Year of turmoil proves resilience of agriculture assets

Following fires and drought, the covid-19 pandemic presented a new challenge for Australia’s farmers, but financial returns for investors have remained steady and attractive.

This has been a challenging year for everyone, including Australia’s farmers.

Many, particularly in the eastern states, would have welcomed the relief of some good rainfall at the start of the year following many months, or even years, of drought conditions. Coupled with the horror bushfire season that the same region suffered in late 2019 and early 2020, many would have been looking ahead to the rest of the year in February with a belief that things would surely only get better.

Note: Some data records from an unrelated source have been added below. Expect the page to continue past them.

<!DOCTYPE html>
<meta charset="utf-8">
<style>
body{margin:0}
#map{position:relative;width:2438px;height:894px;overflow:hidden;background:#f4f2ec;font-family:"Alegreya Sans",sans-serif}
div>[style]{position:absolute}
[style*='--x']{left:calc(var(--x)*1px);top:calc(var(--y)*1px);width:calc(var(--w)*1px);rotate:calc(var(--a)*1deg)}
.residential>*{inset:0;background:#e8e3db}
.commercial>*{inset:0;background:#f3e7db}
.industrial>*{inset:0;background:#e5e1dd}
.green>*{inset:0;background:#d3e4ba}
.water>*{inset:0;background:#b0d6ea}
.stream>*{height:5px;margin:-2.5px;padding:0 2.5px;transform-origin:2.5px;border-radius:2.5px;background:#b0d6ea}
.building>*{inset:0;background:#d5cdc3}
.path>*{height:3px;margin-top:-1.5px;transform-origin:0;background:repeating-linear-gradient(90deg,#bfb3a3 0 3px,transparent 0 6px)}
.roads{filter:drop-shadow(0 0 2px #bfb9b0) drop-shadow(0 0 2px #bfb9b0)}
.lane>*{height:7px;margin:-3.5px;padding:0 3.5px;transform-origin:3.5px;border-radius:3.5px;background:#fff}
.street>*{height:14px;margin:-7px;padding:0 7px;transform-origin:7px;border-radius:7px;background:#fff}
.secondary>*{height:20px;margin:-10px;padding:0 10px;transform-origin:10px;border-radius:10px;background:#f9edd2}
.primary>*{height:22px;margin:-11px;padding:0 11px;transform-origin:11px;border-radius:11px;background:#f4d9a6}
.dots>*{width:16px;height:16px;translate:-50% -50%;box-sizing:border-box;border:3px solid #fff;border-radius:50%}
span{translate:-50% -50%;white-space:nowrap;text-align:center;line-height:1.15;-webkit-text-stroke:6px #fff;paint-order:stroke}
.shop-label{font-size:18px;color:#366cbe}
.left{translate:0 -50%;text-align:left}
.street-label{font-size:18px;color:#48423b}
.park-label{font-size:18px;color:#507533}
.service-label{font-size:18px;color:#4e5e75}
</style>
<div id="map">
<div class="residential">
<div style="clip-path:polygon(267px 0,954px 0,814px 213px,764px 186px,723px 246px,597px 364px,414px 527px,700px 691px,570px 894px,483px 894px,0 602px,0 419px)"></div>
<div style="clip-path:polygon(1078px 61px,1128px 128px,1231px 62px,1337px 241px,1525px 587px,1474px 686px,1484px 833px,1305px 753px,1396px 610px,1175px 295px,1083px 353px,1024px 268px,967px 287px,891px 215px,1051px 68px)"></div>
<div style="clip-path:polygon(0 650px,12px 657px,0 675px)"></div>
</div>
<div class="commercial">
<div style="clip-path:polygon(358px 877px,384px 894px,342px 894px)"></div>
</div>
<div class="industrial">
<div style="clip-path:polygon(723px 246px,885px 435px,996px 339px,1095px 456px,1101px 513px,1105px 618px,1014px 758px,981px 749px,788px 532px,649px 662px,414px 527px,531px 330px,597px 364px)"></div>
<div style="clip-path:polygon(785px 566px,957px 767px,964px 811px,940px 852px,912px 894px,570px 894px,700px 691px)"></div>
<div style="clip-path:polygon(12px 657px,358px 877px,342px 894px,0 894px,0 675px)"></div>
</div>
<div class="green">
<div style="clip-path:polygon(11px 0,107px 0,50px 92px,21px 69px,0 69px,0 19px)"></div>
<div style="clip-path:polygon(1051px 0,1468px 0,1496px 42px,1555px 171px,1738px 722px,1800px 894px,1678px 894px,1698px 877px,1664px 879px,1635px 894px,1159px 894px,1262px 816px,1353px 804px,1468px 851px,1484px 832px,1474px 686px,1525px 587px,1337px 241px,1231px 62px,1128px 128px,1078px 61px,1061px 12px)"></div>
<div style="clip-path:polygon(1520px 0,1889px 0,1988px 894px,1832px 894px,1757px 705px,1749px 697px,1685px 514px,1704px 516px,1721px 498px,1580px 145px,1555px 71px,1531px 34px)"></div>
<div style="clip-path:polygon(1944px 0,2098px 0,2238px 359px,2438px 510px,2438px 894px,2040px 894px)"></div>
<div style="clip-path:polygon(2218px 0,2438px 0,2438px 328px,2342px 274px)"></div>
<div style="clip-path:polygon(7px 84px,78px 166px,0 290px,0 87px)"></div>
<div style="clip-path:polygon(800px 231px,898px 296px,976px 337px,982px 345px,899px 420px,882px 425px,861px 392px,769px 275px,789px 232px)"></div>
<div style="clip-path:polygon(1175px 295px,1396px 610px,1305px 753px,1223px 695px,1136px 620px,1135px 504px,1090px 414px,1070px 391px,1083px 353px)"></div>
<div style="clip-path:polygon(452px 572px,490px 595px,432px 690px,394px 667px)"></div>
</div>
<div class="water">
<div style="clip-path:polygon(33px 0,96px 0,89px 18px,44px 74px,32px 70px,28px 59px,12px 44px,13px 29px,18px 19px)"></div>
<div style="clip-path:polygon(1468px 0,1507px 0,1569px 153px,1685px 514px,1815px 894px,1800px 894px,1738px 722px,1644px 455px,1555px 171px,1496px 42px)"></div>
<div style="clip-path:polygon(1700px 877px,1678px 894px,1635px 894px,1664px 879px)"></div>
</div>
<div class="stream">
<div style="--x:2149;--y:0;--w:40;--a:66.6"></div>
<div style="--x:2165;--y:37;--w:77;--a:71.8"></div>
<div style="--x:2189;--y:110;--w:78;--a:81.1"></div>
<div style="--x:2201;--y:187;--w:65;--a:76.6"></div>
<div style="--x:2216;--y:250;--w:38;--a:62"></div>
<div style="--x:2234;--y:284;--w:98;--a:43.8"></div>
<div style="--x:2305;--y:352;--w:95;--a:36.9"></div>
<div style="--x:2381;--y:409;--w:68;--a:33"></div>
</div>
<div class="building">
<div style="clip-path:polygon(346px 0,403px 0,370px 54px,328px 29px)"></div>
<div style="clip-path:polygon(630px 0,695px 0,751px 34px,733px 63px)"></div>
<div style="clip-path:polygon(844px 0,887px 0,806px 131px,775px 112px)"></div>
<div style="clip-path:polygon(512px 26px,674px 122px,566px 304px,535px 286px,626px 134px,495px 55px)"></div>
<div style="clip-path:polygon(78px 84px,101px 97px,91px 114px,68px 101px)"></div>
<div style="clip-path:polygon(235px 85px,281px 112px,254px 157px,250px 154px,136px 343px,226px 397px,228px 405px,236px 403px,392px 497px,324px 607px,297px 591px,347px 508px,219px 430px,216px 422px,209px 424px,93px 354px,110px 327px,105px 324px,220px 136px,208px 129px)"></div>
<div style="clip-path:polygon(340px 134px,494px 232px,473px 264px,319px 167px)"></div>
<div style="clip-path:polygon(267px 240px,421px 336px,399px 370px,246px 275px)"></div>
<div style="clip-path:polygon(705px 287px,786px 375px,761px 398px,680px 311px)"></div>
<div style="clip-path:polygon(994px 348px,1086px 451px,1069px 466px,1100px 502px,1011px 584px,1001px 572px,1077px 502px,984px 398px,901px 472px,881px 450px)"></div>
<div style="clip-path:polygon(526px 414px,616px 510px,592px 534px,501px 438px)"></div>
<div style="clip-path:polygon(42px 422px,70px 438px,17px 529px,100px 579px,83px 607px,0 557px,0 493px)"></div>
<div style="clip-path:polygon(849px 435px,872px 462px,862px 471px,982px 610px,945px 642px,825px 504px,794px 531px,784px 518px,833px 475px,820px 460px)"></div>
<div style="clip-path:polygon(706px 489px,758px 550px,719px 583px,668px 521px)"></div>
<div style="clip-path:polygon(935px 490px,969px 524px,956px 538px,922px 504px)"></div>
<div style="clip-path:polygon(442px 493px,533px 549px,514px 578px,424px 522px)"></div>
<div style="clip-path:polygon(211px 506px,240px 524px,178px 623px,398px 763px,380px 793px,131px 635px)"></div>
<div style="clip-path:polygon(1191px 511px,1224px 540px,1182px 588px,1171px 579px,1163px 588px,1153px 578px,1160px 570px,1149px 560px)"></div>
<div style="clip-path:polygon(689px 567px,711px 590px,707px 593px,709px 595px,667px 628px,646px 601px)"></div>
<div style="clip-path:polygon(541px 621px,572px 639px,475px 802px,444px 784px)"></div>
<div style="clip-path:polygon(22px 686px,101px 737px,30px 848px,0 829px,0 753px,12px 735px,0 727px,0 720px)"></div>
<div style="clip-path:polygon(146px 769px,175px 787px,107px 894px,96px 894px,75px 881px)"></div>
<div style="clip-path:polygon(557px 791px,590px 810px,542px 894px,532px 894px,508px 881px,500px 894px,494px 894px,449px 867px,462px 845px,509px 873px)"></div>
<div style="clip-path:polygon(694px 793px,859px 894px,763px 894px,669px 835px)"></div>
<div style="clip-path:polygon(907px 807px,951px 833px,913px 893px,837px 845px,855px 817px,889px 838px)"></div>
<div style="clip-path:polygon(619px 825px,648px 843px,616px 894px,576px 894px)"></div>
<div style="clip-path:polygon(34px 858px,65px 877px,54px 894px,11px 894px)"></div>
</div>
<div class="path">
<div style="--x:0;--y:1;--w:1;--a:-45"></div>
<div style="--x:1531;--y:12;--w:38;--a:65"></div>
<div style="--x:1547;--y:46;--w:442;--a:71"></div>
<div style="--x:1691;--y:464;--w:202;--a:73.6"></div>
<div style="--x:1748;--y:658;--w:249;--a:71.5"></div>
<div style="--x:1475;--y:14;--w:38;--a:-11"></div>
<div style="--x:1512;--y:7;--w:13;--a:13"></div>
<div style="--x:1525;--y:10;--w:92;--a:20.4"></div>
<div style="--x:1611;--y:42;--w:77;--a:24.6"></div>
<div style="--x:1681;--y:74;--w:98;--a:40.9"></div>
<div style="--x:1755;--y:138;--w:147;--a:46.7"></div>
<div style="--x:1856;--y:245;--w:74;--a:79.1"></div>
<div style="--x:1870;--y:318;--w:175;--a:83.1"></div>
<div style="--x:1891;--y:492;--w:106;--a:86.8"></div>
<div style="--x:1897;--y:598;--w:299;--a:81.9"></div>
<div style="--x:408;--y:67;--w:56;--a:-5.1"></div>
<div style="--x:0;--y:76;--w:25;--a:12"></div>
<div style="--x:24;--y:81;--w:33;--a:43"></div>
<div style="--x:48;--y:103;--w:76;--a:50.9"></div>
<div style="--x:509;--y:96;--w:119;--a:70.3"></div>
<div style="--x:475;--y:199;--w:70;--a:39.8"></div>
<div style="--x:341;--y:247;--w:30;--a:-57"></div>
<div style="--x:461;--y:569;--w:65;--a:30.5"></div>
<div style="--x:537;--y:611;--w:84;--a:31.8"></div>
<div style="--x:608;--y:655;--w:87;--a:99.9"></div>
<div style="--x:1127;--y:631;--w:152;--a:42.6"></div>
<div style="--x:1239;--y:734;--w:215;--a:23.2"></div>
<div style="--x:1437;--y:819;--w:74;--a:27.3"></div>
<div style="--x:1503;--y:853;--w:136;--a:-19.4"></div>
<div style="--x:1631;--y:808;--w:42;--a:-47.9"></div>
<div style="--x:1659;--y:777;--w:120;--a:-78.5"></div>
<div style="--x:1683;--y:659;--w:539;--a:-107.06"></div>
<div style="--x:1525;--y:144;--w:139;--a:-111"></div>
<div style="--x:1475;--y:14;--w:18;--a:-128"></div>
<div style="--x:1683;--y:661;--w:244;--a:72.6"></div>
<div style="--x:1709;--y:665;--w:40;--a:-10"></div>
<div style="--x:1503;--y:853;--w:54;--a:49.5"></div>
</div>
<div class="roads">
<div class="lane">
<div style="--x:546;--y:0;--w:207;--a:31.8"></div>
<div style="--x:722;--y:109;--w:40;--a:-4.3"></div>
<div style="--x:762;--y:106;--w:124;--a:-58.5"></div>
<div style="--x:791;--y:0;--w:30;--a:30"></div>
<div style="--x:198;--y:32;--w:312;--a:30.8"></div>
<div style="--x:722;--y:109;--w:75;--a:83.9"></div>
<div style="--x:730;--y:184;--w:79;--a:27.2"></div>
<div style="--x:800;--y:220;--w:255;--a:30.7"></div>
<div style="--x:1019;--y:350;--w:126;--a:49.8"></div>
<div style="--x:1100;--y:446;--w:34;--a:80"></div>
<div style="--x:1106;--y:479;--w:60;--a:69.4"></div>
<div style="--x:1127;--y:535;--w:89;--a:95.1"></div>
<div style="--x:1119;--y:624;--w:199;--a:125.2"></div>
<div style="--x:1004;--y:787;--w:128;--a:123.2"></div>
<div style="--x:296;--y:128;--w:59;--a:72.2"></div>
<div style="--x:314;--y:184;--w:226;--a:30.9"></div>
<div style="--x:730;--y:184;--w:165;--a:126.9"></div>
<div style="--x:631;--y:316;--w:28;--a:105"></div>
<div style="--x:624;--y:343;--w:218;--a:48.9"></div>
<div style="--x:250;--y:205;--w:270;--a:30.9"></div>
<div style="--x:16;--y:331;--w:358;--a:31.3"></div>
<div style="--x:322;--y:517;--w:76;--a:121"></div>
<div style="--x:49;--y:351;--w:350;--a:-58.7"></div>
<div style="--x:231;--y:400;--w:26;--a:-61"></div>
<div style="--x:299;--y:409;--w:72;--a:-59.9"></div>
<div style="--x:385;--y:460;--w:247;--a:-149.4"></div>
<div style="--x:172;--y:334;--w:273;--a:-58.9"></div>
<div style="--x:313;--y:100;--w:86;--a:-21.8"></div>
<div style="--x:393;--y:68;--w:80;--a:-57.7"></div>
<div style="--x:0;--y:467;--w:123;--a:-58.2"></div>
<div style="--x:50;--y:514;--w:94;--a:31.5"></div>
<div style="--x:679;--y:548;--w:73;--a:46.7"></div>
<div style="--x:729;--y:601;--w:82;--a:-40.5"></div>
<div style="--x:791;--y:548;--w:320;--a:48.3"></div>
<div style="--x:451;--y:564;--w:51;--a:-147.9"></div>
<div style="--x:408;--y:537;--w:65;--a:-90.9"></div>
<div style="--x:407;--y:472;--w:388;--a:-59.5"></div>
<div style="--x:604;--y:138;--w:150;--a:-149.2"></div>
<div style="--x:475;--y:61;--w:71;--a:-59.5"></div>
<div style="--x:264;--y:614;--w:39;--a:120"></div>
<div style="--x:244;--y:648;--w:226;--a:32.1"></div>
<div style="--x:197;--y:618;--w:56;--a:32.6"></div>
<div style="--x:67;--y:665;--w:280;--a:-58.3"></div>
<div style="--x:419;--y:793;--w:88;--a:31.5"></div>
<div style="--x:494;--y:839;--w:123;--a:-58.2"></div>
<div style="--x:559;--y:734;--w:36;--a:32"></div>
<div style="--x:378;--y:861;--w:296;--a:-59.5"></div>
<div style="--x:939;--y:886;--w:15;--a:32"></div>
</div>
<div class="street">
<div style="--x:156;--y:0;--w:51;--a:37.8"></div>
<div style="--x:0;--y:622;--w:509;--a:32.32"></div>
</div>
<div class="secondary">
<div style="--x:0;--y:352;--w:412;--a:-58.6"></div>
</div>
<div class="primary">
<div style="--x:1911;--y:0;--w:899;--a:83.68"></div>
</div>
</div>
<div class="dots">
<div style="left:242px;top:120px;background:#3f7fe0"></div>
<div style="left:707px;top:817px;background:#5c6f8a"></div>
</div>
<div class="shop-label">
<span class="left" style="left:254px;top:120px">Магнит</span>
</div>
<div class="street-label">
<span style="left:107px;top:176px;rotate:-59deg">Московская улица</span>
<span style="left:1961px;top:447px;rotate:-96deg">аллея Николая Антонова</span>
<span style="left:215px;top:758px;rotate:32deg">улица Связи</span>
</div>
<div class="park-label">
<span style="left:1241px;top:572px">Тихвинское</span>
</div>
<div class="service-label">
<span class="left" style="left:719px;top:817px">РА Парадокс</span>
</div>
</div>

We all know what happened next.

The coronavirus pandemic took hold and swiftly led to some short-term supply chain disruption, the closing of international and domestic state borders and a need to ensure that business continuity plans were robust in case of outbreaks in processing facilities or on farms themselves – many of which are located far from urban centers where healthcare is difficult to access.

Australia, thankfully, has so far escaped the worst of the pandemic that has been seen in other countries (not forgetting Victoria’s extended lockdown, of course). This surely helped the country’s agriculture sector stay on its feet this year.

Regardless, the world needs food and fiber just as much during a pandemic as at any other time. So 2020 does seem to have borne out the long-held thesis of agricultural investment that the asset class is uncorrelated to other investments.

As stock markets tumbled (before recovering) and even some types of real assets previously thought to be relatively resilient, like airports, proved to be more exposed to risk than some would have thought, agriculture has continued to generate steady returns for investors.

The latest iteration of the Australian Farmland Index, now compiled by the Asian Association for Investors in Non-Listed Real Estate Vehicles after years of administration by NCREIF, showed that the total annualized return for Australian farmland at the end of Q3 2020 stood at 12.35 percent.

While this was admittedly lower than 2019’s Q3 figure of 14.37 percent, it is still a very healthy result in what has been a year of turmoil for many asset classes.

The fact that returns have only varied by around 2 percent also supports statements we have heard from investors that the volatility of agricultural assets is often overstated. Yes, you do get fluctuations in commodity prices and land values, but over a long period of time, returns are steady.

While the world, and Australia, is not yet out of the woods when it comes to covid-19, and there are other headwinds building for certain commodities thanks to the seemingly intractable trade dispute between Australia and China, 2020 has shown how resilient agricultural assets are.

It should prove a salient lesson for investors that farmland and other food-related assets can be useful, even necessary, parts of a diversified portfolio, helping to pick up the slack when other asset types suffer.

Everyone hopes that 2021 proves to be a bit smoother, but investors, fund managers and farm operators should take heart from the sector’s performance in 2020.